Un día en el W.C. de la disco, si, ya se, qué sitio, pero que le vamos a hacer la adolescencia es muy mala, allí, con mi consentimiento, se produjo el primer intento, aquello de “la puntita nada más”. Yo sabía que con aquel drástico método me desmarcaba del resto de las competidoras que rondaban a mi galán sin atreverse a pasar a mayores, de modo que con decisión y más soltura, la cosa se consumó otro día en el mismo escenario. Mi primer orgasmo fingido, porque en aquellas condiciones de inexperiencia e incomodidad, no hubo nada placentero para mí, aunque él estaba encantado con mis jadeos. Jugamos al aquí te pillo unas cuantas veces más, hasta que comprendí que aquello no era un intercambio justo y que lo mejor que podía hacer era desaparecer. Dejé de acudir a aquel lugar y no volví a verlo más.
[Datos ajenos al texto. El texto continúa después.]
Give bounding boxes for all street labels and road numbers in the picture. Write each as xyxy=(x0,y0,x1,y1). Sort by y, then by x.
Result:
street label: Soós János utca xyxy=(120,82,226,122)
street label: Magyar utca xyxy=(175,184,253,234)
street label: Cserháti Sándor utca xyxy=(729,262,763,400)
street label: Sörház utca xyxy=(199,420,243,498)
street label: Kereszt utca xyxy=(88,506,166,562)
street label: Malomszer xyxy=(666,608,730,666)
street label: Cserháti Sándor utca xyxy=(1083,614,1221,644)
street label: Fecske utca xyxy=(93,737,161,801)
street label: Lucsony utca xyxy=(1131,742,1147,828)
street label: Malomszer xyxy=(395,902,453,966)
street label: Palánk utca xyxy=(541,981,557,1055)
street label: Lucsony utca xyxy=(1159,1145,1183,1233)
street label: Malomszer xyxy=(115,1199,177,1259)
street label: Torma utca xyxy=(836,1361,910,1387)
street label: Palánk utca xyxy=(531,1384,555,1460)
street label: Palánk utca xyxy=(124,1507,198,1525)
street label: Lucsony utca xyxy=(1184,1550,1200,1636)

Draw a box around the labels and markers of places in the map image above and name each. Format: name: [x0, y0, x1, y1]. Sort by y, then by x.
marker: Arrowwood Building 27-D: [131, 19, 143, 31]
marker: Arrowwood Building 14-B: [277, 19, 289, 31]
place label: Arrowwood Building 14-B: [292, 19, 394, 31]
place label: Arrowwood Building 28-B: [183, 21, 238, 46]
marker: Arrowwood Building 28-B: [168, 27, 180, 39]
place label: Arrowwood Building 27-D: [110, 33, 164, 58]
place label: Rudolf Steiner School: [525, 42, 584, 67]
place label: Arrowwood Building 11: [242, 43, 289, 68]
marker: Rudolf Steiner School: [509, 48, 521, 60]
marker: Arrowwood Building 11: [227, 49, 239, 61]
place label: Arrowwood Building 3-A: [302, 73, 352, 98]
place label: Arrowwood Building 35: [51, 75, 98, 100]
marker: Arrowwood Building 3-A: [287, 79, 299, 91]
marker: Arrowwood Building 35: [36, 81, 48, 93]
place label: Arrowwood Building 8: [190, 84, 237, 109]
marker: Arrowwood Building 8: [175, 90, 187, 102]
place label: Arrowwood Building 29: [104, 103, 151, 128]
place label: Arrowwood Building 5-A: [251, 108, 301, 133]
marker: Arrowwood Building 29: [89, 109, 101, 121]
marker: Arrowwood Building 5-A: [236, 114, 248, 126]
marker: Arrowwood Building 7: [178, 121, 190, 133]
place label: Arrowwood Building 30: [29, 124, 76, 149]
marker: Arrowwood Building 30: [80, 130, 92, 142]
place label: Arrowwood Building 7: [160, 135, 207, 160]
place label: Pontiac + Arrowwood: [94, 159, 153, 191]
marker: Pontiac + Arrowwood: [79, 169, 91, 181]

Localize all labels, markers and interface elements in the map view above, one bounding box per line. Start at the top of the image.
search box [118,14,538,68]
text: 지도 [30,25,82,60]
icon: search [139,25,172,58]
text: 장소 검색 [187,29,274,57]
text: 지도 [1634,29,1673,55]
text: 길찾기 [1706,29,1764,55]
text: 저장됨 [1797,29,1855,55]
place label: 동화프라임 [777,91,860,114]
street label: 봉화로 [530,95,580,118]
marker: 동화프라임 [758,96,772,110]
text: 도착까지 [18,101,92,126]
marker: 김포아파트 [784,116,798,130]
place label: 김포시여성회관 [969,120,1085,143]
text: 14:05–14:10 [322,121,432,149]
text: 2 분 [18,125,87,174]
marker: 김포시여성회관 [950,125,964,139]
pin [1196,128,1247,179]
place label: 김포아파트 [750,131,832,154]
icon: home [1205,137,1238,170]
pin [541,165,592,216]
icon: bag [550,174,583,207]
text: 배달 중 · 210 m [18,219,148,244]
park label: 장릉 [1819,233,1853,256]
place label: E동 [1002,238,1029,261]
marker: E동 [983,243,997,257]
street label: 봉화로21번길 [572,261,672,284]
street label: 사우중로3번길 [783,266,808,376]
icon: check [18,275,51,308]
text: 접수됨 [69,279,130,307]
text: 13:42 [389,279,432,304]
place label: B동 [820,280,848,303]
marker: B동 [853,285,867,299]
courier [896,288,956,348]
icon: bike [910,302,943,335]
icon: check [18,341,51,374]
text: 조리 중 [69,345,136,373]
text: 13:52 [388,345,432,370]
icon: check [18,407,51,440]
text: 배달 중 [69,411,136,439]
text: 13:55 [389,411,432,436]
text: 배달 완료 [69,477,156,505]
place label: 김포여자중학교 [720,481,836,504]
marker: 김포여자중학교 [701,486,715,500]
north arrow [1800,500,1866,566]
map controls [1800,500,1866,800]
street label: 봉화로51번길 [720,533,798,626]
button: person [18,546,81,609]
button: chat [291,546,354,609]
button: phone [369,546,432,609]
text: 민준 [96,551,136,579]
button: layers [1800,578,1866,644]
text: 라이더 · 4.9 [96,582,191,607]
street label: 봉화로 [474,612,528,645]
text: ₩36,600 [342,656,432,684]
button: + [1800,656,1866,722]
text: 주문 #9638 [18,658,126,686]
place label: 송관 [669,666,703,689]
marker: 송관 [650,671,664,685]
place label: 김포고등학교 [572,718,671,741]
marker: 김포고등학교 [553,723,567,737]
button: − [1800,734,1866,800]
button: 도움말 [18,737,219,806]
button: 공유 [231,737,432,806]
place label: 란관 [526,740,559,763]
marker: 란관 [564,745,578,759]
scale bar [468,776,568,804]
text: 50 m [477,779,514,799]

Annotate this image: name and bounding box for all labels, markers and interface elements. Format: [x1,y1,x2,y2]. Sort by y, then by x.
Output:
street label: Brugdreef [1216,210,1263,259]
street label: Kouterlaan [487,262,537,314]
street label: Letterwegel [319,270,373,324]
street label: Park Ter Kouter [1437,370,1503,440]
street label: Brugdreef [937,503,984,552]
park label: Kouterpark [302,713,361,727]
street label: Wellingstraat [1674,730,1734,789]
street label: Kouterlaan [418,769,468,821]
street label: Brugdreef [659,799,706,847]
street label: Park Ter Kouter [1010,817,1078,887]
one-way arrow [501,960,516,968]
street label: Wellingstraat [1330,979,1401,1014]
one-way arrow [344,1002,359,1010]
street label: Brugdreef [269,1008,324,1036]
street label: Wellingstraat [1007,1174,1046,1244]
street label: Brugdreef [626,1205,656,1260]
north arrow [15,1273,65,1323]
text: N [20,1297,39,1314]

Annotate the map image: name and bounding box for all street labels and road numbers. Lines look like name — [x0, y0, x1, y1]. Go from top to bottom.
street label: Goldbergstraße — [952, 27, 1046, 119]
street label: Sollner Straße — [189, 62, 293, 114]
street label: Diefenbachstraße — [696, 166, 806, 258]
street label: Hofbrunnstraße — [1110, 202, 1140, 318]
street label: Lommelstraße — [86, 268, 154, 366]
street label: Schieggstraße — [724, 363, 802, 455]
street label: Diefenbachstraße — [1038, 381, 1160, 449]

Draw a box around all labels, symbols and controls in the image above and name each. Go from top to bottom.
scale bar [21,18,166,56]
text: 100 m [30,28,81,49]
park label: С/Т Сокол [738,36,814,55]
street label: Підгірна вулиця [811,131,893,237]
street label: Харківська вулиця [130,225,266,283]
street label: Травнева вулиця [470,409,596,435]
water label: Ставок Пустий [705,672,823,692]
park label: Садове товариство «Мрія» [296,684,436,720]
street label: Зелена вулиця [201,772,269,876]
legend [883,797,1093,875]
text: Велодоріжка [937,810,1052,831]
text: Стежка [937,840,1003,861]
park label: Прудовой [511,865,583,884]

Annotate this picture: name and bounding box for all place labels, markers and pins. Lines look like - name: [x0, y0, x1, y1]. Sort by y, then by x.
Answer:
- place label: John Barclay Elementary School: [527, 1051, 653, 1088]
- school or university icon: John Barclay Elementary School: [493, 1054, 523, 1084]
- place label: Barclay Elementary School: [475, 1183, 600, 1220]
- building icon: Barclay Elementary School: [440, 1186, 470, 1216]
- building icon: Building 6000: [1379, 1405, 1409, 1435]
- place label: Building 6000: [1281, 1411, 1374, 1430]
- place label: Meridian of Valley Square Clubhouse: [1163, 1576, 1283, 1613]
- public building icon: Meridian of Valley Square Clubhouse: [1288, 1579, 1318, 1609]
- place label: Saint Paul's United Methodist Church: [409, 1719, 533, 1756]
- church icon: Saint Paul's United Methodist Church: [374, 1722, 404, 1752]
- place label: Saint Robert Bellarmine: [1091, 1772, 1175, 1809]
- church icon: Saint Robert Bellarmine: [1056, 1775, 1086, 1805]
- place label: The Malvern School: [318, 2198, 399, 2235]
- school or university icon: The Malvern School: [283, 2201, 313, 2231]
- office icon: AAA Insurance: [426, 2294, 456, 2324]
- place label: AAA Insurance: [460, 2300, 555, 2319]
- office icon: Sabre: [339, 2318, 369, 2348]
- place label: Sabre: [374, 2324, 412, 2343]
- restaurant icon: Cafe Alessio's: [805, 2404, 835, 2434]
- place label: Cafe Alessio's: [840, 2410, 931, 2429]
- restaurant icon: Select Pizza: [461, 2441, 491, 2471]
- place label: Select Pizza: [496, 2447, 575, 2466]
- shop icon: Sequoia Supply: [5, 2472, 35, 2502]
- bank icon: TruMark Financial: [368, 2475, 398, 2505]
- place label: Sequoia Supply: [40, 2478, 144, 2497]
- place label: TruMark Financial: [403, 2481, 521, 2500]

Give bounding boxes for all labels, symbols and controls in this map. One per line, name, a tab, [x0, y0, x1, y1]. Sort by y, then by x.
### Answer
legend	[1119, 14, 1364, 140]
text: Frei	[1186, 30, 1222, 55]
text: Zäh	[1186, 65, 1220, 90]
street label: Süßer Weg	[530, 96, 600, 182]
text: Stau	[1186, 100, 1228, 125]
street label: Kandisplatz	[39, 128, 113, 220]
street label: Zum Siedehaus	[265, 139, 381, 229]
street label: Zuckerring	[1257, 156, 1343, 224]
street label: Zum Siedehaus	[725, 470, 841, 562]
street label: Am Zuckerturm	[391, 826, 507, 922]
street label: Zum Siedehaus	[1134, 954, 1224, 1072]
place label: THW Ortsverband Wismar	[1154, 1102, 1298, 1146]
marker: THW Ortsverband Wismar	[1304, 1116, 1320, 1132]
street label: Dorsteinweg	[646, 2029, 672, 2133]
Algunas cosas sucedieron hasta la siguiente vez en que fue preciso recurrir al himen misteriosamente reconstituido, pero esas pasan a otro apartado, aquí seguiré con lo que nos ocupa. Así pues continuo con este sorprendente tema. Una tarde de primavera, mientras tomaba el sol en una terracita céntrica, se me acercó un camarero bandeja en mano y me dijo: .- Señorita, a este cubata le invitan esos dos señores de la mesa de atrás. Me giré  a ver y allí estaban los dos, saludando con la manita, aclarando la autoría “nosotros, hemos sido nosotros” Me hicieron reír, la verdad, y me acerqué a darles las gracias y a ver qué pasaba. Uno de ellos, Severiano, estudiaba arquitectura en la ciudad. Tenía piso aquí, costeado por el dinero de sus progenitores que estaban muy bien situados. Cosas de la vida, resultó ser amigo íntimo de un abogado que vivía en el edificio de la casa de mis padres. Comenzamos a charlar dejando a su amigo en segundo plano. Volvimos a vernos en la terraza al cabo de unos días y después empezamos a quedar asiduamente.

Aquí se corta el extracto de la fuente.